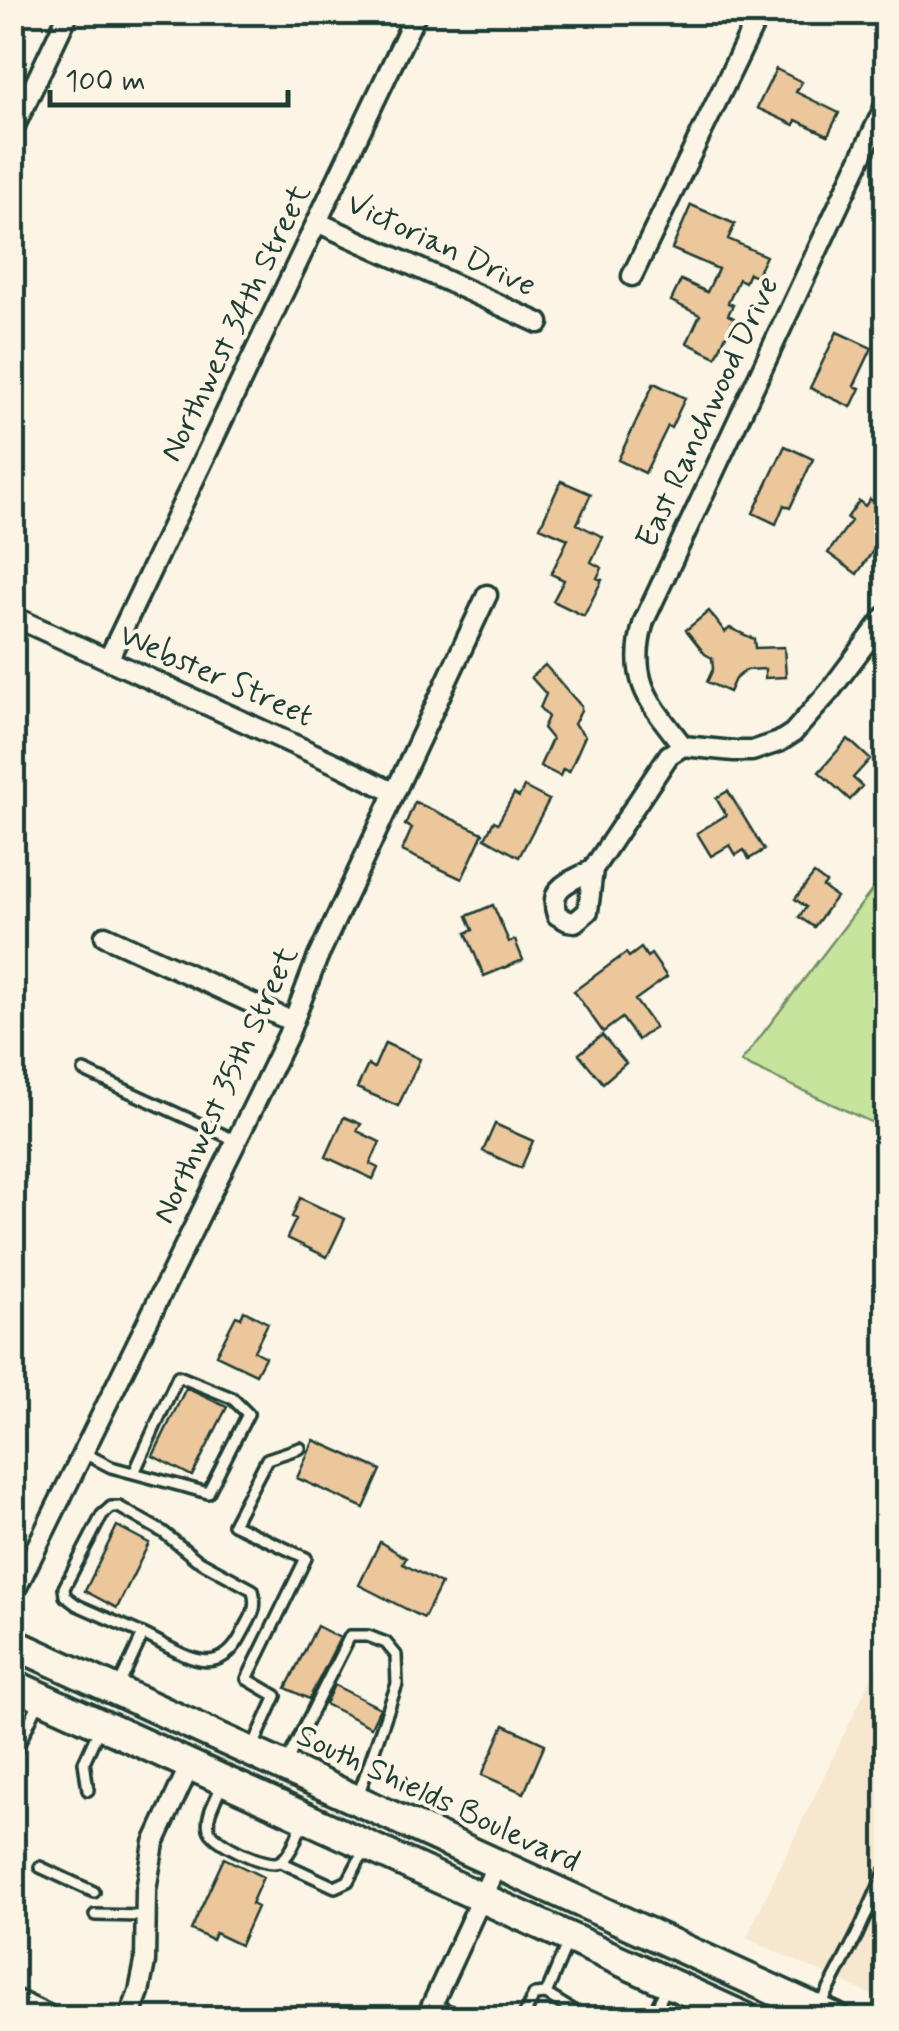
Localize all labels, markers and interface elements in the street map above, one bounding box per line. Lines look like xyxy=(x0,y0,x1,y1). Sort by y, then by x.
scale bar xyxy=(50,45,288,107)
text: 100 m xyxy=(65,62,146,101)
street label: Northwest 34th Street xyxy=(150,177,322,469)
street label: Victorian Drive xyxy=(340,183,542,307)
street label: East Ranchwood Drive xyxy=(627,269,789,555)
street label: Webster Street xyxy=(112,614,320,738)
street label: Northwest 35th Street xyxy=(143,939,309,1231)
street label: South Shields Boulevard xyxy=(289,1715,587,1883)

### Task directions
Without including any pictures, reproduce the data exactly.

### Response to this task
Localize all labels, markers and interface elements in the street map above, one bounding box per line. Lines look like xyxy=(x0,y0,x1,y1). Sort by y, then by x.
scale bar xyxy=(50,45,288,107)
text: 100 m xyxy=(65,62,146,101)
street label: Northwest 34th Street xyxy=(150,177,322,469)
street label: Victorian Drive xyxy=(340,183,542,307)
street label: East Ranchwood Drive xyxy=(627,269,789,555)
street label: Webster Street xyxy=(112,614,320,738)
street label: Northwest 35th Street xyxy=(143,939,309,1231)
street label: South Shields Boulevard xyxy=(289,1715,587,1883)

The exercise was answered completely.